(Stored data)
================

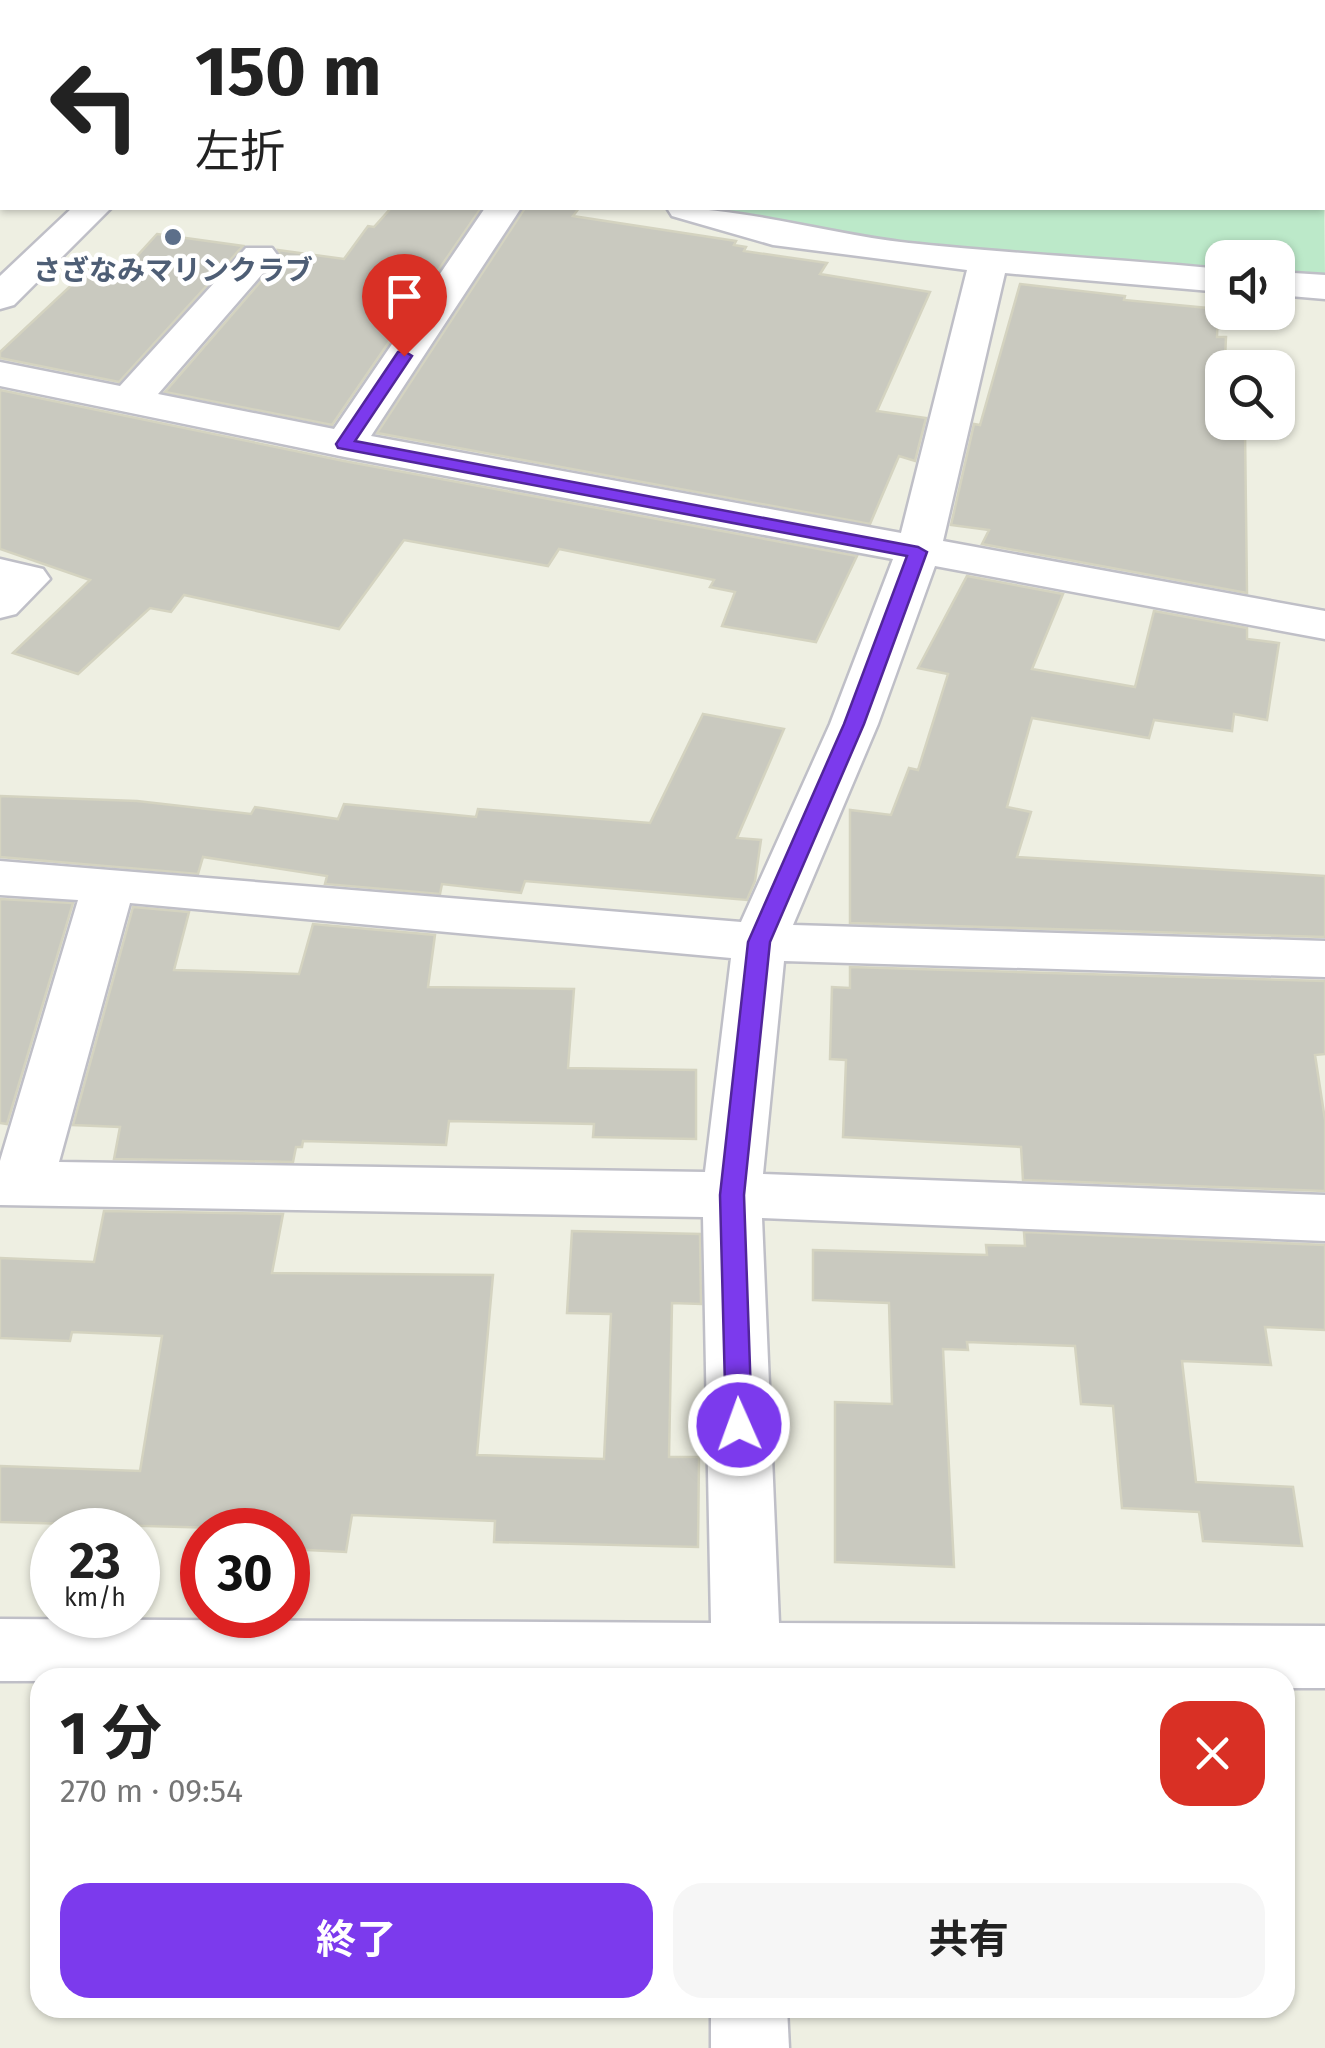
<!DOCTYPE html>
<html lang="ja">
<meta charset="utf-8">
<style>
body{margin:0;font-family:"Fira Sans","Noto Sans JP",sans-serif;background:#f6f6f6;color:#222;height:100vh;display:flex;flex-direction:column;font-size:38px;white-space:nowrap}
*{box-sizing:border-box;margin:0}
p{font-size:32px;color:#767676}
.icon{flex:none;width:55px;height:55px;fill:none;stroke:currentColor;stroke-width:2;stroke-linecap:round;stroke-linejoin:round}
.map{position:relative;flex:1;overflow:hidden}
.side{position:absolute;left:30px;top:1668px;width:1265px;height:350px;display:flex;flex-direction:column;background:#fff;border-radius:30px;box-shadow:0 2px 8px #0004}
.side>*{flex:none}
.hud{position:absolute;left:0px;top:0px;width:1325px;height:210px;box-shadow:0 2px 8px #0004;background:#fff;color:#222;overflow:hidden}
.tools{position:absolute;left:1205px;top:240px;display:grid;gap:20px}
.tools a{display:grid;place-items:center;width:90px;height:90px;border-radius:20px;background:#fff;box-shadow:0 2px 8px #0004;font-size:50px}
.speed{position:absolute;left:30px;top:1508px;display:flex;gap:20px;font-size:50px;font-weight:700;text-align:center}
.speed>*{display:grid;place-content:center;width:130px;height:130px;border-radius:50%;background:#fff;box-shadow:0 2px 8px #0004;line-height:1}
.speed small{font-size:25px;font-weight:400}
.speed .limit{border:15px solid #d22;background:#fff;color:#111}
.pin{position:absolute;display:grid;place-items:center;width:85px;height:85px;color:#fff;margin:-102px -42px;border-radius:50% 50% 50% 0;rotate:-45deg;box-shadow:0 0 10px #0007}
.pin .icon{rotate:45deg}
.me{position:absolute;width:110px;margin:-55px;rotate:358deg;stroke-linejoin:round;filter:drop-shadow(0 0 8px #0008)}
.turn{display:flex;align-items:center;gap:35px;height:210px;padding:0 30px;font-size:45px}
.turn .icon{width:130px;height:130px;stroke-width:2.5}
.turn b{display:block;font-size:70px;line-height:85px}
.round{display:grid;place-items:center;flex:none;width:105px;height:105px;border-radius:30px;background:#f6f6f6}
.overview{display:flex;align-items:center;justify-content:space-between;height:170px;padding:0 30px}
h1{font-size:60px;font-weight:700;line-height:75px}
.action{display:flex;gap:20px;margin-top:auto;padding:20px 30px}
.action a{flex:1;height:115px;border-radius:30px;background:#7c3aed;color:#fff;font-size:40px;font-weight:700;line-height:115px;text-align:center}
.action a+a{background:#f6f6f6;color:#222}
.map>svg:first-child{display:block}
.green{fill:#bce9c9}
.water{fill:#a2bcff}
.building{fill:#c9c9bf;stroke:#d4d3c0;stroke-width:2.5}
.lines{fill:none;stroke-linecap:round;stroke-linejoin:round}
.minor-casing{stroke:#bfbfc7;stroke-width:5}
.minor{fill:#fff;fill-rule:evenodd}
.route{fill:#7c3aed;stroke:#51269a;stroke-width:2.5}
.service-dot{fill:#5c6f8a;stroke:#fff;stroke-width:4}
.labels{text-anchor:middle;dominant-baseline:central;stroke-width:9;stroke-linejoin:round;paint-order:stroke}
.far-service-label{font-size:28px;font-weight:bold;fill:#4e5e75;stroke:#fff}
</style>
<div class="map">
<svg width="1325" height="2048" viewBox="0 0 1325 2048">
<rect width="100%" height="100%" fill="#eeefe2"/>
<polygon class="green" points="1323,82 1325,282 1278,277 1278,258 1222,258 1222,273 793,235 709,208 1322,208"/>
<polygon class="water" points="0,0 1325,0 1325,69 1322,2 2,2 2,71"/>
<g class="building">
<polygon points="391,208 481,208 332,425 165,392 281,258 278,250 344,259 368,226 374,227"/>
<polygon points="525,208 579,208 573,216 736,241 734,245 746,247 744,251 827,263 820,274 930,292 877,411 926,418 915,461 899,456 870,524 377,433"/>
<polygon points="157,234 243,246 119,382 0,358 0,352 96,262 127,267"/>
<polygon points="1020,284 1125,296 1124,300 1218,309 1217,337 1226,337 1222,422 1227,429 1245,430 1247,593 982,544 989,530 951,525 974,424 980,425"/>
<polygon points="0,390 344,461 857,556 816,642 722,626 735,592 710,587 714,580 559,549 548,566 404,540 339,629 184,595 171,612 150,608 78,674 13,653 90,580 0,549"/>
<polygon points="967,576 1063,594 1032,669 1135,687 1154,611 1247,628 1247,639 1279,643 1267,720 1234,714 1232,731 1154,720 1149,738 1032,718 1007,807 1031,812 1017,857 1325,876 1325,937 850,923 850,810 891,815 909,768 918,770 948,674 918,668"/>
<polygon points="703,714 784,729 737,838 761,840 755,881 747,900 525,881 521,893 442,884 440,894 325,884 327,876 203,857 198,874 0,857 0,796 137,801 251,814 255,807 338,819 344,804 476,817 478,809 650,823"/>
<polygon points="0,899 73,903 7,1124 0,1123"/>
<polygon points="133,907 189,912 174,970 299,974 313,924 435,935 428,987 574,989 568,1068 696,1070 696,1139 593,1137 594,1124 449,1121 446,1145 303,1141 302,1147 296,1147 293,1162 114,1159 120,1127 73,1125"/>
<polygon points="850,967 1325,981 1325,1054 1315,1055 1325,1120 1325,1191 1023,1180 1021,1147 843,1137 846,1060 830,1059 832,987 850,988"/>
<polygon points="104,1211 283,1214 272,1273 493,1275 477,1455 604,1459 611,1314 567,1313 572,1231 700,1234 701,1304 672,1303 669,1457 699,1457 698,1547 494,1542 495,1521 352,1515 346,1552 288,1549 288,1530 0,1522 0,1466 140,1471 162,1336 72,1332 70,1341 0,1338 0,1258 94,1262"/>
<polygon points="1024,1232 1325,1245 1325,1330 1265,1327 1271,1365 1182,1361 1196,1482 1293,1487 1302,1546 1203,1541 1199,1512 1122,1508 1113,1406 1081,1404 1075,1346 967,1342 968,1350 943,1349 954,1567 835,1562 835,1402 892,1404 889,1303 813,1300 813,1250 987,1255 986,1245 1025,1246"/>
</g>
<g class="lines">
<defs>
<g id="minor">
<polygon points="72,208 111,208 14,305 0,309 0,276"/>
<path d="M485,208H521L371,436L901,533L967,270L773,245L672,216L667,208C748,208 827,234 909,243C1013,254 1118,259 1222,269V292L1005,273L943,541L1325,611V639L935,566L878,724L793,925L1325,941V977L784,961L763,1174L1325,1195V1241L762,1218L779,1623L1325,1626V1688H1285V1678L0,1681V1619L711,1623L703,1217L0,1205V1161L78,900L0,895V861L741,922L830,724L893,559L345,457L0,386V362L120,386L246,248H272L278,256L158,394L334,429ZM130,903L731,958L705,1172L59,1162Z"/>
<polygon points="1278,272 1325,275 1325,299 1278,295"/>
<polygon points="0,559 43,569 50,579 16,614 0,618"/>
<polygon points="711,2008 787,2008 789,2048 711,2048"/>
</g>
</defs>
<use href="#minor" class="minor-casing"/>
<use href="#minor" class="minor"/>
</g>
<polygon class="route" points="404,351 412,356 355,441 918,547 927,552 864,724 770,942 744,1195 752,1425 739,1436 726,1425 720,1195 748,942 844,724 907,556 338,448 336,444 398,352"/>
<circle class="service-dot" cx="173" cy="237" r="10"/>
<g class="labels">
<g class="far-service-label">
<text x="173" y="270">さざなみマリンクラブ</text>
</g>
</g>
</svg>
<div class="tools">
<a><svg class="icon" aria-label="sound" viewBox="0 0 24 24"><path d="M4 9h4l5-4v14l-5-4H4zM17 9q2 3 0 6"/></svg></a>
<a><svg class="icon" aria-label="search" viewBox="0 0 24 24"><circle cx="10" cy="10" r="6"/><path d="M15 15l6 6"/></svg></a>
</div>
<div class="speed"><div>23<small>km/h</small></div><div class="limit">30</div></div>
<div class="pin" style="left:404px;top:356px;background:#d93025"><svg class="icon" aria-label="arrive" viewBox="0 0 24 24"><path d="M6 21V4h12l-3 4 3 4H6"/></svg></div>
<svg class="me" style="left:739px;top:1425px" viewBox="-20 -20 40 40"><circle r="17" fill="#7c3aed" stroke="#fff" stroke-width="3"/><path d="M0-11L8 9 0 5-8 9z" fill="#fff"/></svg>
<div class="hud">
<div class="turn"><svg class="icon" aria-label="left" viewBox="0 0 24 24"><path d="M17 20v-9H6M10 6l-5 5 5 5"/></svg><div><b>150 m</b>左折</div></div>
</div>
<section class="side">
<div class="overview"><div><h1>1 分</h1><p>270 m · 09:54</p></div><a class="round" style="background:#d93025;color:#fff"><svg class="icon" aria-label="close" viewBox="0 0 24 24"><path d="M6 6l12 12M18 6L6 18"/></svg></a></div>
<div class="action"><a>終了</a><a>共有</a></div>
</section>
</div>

================

# [AIM OF THE EXERCISE]
For this exercise, find all lines in the records containing the word "water" and copy them.

# [TASK RESPONSE]
.water{fill:#a2bcff}
<polygon class="water" points="0,0 1325,0 1325,69 1322,2 2,2 2,71"/>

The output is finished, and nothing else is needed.